* **WHAT YOU SHOULD DO**:
From the entries, copy out every line in which the word "linecap" is found.

* **MATERIAL PROVIDED**:
# # # # # # #
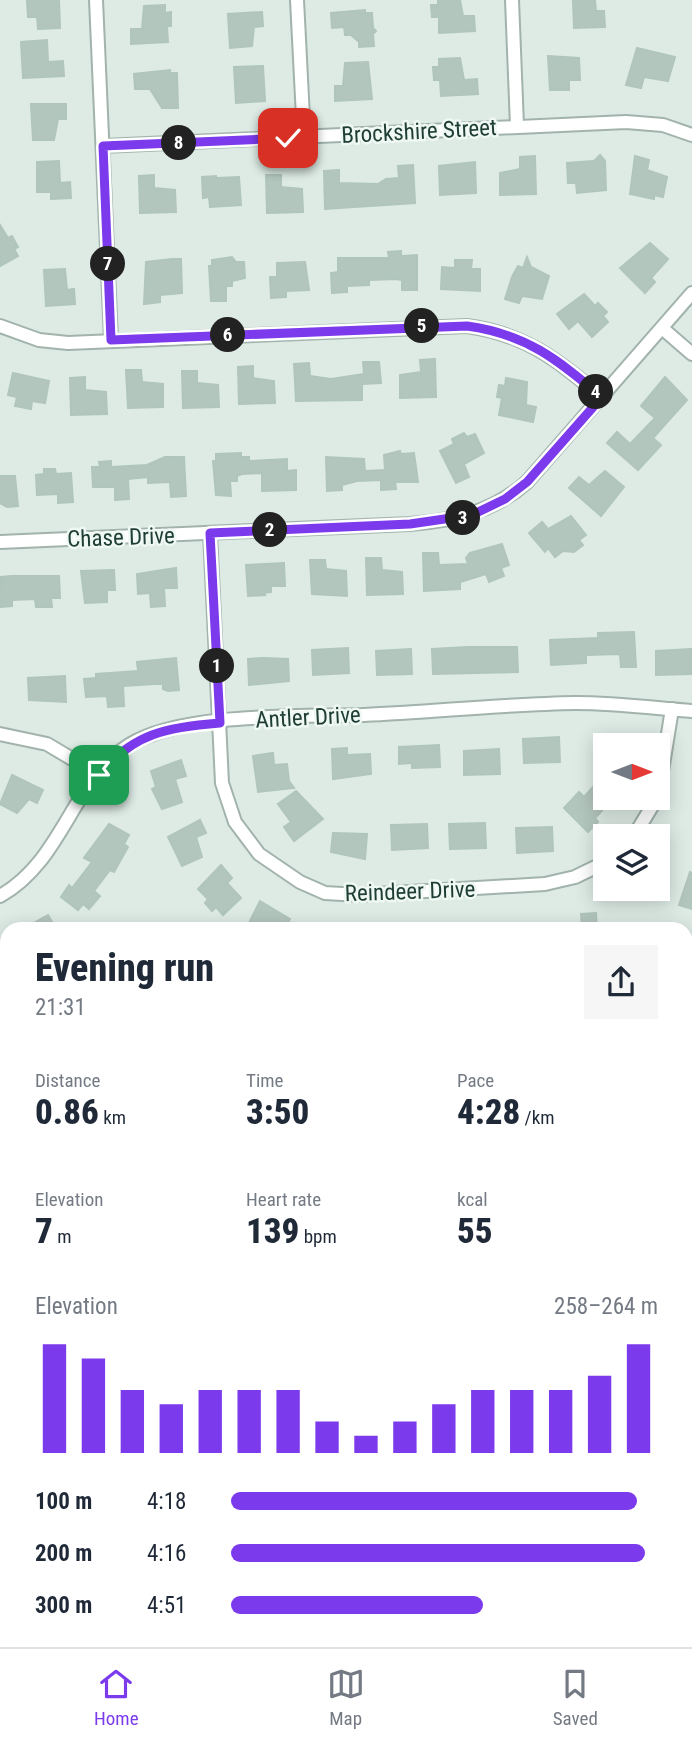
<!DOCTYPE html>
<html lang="en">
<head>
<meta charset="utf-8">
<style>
	:root { --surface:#fff; --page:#f6f6f7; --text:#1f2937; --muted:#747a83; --line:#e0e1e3; --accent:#7c3aed }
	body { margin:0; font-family:"Roboto Condensed",sans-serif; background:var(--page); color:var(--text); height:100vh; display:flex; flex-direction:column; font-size:26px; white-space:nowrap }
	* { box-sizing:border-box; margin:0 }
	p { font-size:23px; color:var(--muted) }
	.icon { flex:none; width:38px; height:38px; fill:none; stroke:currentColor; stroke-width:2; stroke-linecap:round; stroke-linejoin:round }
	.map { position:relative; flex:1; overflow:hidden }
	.side { position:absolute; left:0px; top:922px; width:693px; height:726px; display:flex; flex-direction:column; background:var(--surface); border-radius:21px 21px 0 0; box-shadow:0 4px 18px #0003 }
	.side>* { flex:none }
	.needle { width:46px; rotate:90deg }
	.controls { position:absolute; left:593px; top:733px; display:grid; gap:14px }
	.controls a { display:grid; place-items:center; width:77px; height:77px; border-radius:0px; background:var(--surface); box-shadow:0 4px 18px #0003; font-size:35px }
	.pin { position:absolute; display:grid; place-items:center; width:60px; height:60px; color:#fff; margin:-30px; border-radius:14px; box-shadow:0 4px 10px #0006 }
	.km { position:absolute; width:35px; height:35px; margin:-18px; border-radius:50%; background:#222; color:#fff; font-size:19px; line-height:35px; text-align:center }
	.round { display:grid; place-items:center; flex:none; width:74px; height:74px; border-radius:0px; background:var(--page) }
	.summary { display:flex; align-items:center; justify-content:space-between; height:119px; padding:0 35px }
	h1 { font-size:38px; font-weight:800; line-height:52px }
	.stats { display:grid; grid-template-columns:repeat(3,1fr); gap:10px; height:119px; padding:7px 35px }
	.stats div { display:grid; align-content:center }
	.stats b { font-size:35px; font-weight:800 }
	.stats small { font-size:19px; font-weight:400 }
	.stats p { font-size:19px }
	.chart { height:196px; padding:14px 35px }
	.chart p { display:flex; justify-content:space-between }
	.chart svg { width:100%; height:126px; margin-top:7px; stroke:var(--accent); stroke-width:6 }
	ul { padding:0 35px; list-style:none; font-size:23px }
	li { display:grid; grid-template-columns:112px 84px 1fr; align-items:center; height:52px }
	li i { height:18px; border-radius:9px; background:var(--accent) }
	.dock { display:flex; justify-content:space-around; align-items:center; height:98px; border-top:2px solid var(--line); background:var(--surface); font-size:19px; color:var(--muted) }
	.dock a { display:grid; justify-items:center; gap:4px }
	.dock .on { color:var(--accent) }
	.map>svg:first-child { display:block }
	.building { fill:#b3c6be; stroke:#b0c5bc; stroke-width:2 }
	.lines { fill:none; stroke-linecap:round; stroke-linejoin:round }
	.lane-casing { stroke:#a1b3ac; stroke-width:10 }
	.street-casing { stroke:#a1b3ac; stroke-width:16 }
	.secondary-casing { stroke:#9cb8ae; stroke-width:21 }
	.path { stroke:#7bb2a1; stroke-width:2.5; stroke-dasharray:3.5 5; stroke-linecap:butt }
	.lane { stroke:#fff; stroke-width:6 }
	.street { stroke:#fff; stroke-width:12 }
	.secondary { stroke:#fff; stroke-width:18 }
	.route-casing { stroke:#fff; stroke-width:14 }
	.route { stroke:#7c3aed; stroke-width:9 }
	.labels { text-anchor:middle; stroke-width:5; stroke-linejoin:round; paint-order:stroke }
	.street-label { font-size:23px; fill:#1e3d34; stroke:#eff8f3 }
</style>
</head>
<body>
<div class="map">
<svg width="692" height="1647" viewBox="0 0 692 1647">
	<rect width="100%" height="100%" fill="#deebe5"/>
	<g class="building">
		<path d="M36,0H59L60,28L38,29L37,17H28L27,1Z"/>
		<path d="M438,0H460L463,16H474L475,31L439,33V17H432L431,5H438Z"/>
		<path d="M573,0H595L596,11H604L605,27L574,28Z"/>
		<path d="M165,5V13L171,12V26H167L168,42L131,44V29H142L144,6Z"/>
		<path d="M365,10V13H372L373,28L376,31L373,34L374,46L359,47V42L351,35H345L344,27L332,28L331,13Z"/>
		<path d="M262,12L263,26L254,27L252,46L230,48L228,14Z"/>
		<path d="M47,40L48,62L63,61L64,76L23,78L21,42Z"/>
		<path d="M637,48L675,57L668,81L644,77L641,88L626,85Z"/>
		<path d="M548,56L579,58L580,80H569V90H550Z"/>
		<path d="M460,58L464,80L477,79L478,94L441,96L440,80H434L433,67H439V59Z"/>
		<path d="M368,62L372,99L335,101V86H343L345,63Z"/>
		<path d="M263,66L265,101L236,103L234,67Z"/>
		<path d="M170,70V73H177L178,108H162L150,89H135L134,74Z"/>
		<path d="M31,104H66V119H58L54,140H33Z"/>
		<path d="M600,155L605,161L606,190L577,193L576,183H568L567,163L594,161Z"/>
		<path d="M535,156L536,194L500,195V173L520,169V157Z"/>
		<path d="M635,156L649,160L647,170L667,177L663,197L654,195V199L630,194Z"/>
		<path d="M59,161L60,183L70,182L71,198L51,199V192H37V162Z"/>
		<path d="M475,162L476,193L440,195L439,166Z"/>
		<path d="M413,165L415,203L325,209L324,171L339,170V183L378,184L386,179L399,178L398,166Z"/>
		<path d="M154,175V188L175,190L176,212L140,213L139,176Z"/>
		<path d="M266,175H281V187L302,189L303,212L267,213Z"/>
		<path d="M216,176V178L239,177L241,205L210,207L209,197L203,198L202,177Z"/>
		<path d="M0,225L8,238L12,236L18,247L14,249L18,256L0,266Z"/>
		<path d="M650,243L668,259L651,278L655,282L645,293L620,268Z"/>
		<path d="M401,251V256L417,255V290H402V280L396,279L369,280V285L347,286V292L332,293L331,273L338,272V258H389L388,252Z"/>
		<path d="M232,257L236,262H244L245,278L232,281V286H226V301H211L209,266H212V260Z"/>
		<path d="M527,257L531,267L549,276L542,299L522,296L519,303L505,299L512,277L518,266L523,268Z"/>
		<path d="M172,259H181L182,293L160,295V302L144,304L146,262Z"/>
		<path d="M455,260H472L471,269H480V291L441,289L442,267L455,268Z"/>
		<path d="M305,262L309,290L286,291V297L271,298L270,277H277V263Z"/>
		<path d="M65,269L67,290L74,289L75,304L46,306L44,270Z"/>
		<path d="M584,294L595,306L598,303L607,312L603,316L608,322L592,337L578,321L569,329L557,314Z"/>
		<path d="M435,359L436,397L400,398V375L421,372L420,360Z"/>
		<path d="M363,362H379L381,383L362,384V400L296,401L294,364L309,363L310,376L331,379L364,374Z"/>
		<path d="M253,366V378L274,381L275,403L239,404L238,367Z"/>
		<path d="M126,370H141L142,382L163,384V407L128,408Z"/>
		<path d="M182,371H197V383L218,385L219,407L183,408Z"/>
		<path d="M13,373L49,381L45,403L32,401L31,409L15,406L17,397L8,395Z"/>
		<path d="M85,377V390L106,392L107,414L71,415L70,378Z"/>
		<path d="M665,377L687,400L653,438L661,445L638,470L607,443L617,432L630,444L655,418L641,406Z"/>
		<path d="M506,378L527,382L526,405L536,407L533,422L499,415L502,398L497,397L499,385L505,386Z"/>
		<path d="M464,433L467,437L475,434L484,453L464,464L469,477L456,483L440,451L454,444L452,439Z"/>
		<path d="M400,451L401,454L414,453L418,482H395L396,489L381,490V480L357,481L342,485V490L327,491L326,457L364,459L365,471L385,470L384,455Z"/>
		<path d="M241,453V457H249V461L287,459V471L296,470V490L262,491V473L242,474L237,476V481H230L231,496L216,495L213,461H216V454Z"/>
		<path d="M165,457H184L186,496L171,497L170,482L148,483V477L128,479L129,499L115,500V487H93L92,467H100L99,462L111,461V467L147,465Z"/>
		<path d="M44,469H55L56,474L71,473L73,502L58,503V494L37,495L36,475L44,474Z"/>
		<path d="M605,471L624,487L601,516L569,488L579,477L589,485Z"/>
		<path d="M0,476H15L18,506L7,507L0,503Z"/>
		<path d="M571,516L586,535L579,540L583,545L574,552L563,551L555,557L548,548L545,552L529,533L542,522L548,529Z"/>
		<path d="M502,544L509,565L501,568L504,576L489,582L486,574L460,582V589L424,591L423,553H438L439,565L468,564L466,558L470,553Z"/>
		<path d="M366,558H381L382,570L402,572L403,594L367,595Z"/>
		<path d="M310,560H325L326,569L346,571L347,596L312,594Z"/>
		<path d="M284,563L285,586H271V592L264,593L265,595L248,596L246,565Z"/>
		<path d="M176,568L177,588H164L165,606L151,607L150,593L138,594L137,574Z"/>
		<path d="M114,570L115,590H107V602L85,603L81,571Z"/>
		<path d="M11,576H59L60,598H51L52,607H36L35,599L12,600V606L0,607L1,577Z"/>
		<path d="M634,632L636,667H621L620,654L586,655V663L551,665L550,640L598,638V633Z"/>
		<path d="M468,647H517L518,672L433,674L432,649Z"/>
		<path d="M348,648L349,673L313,675L312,650Z"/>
		<path d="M411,649L412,674L377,675L376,651Z"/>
		<path d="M691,649L692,674L656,675V651Z"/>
		<path d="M176,658L179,690L168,691L163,689V684H155L123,686L124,706L108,707L107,696L86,697L84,679L96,678V674L138,671L137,662Z"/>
		<path d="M263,658L288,659L289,681L249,685L248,659Z"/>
		<path d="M65,676L66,702L29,700L28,678Z"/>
		<path d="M559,737L560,762L524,763L523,739Z"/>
		<path d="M439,745L440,767L412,768V763L399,764V747Z"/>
		<path d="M347,748V755L370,754L371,774L333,779L332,749Z"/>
		<path d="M499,749L500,774L464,775V751Z"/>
		<path d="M273,753L274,765L287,764L289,781L294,788L258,792L253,756Z"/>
		<path d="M181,760L186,776L175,779L182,802L162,809L152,789L156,787L151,771Z"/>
		<path d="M12,775L43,790L37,803L29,799L17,813L0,804Z"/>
		<path d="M594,786L610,802L595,818L598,822L588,832L564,808L579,792L584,797Z"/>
		<path d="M296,791L323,819L294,841L284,827L291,822L278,804Z"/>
		<path d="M200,820L206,833L196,837L202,857L182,866L168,837Z"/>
		<path d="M485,823L486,848L450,849L449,824Z"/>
		<path d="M109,824L129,835L124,844L128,847L114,872L110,870L94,891L100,896L89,909L83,904L78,910L61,897L69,885L72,888L92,862L84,858Z"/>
		<path d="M427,824L428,848L392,850L391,825Z"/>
		<path d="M552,827L553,851L517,853L516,828Z"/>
		<path d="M333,833L367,834L365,859L331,852Z"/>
		<path d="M221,865L232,878L227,883L241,898L223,915L216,907L212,911L205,903L208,899L198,889Z"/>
		<path d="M690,872L692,873V909L679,905Z"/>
		<path d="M260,901L290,919L284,929H246Z"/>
		<path d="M596,913L597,929H582L581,914Z"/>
		<path d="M48,915L56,929H23Z"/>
	</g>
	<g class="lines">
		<g class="lane-casing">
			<path id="lane" d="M623,889L632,892L646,889"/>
		</g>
		<g class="street-casing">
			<g id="street">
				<path d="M96,0L111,340"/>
				<path d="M297,0L304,137"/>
				<path d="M512,0L517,126"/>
				<path d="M103,146L626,122L663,125L692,135"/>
				<path d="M0,326L39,340L68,343L467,326C526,334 557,360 602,397"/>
				<path d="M662,328L692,354"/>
				<path d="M210,533L222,783L235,822L259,854L300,882L325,893L359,895L545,884L575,877L606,862"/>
				<path d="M0,542L410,524C455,520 492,513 527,482L692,293"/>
				<path d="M0,734L47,744L99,775"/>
				<path d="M658,796L672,709"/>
				<path d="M634,836L657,798"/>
				<path d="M0,896C63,861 71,782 129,745C183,712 300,717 364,715C434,712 505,704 576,703C614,703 654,708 692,711"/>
				<path d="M686,1149L692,1148"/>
				<path d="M0,1388H7"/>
				<path d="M0,1467V1514"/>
				<path d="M0,1558L7,1560"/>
				<path d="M686,1640L692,1644"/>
				<path d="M539,1647L543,1642"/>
			</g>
		</g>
		<g class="secondary-casing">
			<g id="secondary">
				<path d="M686,1014L692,1013"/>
				<path d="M0,1046H7"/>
			</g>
		</g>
		<g class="path">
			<path d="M686,980H692"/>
			<path d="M0,1013H7"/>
		</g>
		<use href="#lane" class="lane"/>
		<use href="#street" class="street"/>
		<use href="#secondary" class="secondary"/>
	</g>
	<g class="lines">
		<g class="route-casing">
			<path id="route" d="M99,775C133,733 168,727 220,723L210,533L410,524L472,515L505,499L527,482L602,397C557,359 526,334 467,326L111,340L103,146L288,138"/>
		</g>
		<use href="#route" class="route"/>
	</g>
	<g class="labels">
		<g class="street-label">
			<text transform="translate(419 131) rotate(-3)" y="8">Brockshire Street</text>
			<text transform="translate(121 537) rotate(-2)" y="8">Chase Drive</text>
			<text transform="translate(308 717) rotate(-3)" y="8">Antler Drive</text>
			<text transform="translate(410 891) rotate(-2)" y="8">Reindeer Drive</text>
		</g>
	</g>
</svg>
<div class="controls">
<a><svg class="needle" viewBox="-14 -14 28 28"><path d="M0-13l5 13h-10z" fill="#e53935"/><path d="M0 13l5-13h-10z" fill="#747a83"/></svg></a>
<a><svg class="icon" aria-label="layers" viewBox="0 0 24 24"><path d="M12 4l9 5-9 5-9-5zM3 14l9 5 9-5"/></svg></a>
</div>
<div class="pin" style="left:99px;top:775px;background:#1e9e55"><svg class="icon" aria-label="arrive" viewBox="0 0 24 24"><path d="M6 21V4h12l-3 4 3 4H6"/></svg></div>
<div class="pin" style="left:288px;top:138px;background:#d93025"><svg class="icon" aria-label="check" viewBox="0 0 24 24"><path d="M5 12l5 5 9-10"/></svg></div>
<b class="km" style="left:217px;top:666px">1</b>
<b class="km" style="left:270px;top:530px">2</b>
<b class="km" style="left:463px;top:518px">3</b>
<b class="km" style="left:596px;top:392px">4</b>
<b class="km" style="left:422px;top:326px">5</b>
<b class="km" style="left:228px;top:335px">6</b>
<b class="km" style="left:108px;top:264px">7</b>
<b class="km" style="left:179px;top:143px">8</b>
<section class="side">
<div class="summary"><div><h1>Evening run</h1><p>21:31</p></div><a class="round"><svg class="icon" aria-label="share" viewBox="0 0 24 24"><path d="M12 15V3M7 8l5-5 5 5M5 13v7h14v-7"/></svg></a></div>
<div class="stats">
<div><p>Distance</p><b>0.86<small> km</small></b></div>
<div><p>Time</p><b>3:50</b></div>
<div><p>Pace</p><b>4:28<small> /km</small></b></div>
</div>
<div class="stats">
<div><p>Elevation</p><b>7<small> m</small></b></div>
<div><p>Heart rate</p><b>139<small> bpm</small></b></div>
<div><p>kcal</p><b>55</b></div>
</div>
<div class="chart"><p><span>Elevation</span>258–264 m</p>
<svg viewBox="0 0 160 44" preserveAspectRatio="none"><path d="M5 44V6M15 44V11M25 44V22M35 44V27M45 44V22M55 44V22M65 44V22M75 44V33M85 44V38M95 44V33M105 44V27M115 44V22M125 44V22M135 44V22M145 44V17M155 44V6"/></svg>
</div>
<ul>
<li><b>100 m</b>4:18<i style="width:95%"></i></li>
<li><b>200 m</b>4:16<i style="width:97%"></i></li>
<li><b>300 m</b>4:51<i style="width:59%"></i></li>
</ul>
</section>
</div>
<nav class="dock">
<a class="on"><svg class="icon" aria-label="home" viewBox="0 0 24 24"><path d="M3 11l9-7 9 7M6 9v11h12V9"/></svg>Home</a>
<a><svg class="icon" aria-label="map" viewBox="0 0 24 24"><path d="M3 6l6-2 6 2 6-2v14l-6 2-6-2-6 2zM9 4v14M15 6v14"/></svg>Map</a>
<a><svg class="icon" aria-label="saved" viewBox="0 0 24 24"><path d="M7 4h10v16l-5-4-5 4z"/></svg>Saved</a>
</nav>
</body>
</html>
# # # # # # #
* **EXERCISE RESPONSE**:
	.icon { flex:none; width:38px; height:38px; fill:none; stroke:currentColor; stroke-width:2; stroke-linecap:round; stroke-linejoin:round }
	.lines { fill:none; stroke-linecap:round; stroke-linejoin:round }
	.path { stroke:#7bb2a1; stroke-width:2.5; stroke-dasharray:3.5 5; stroke-linecap:butt }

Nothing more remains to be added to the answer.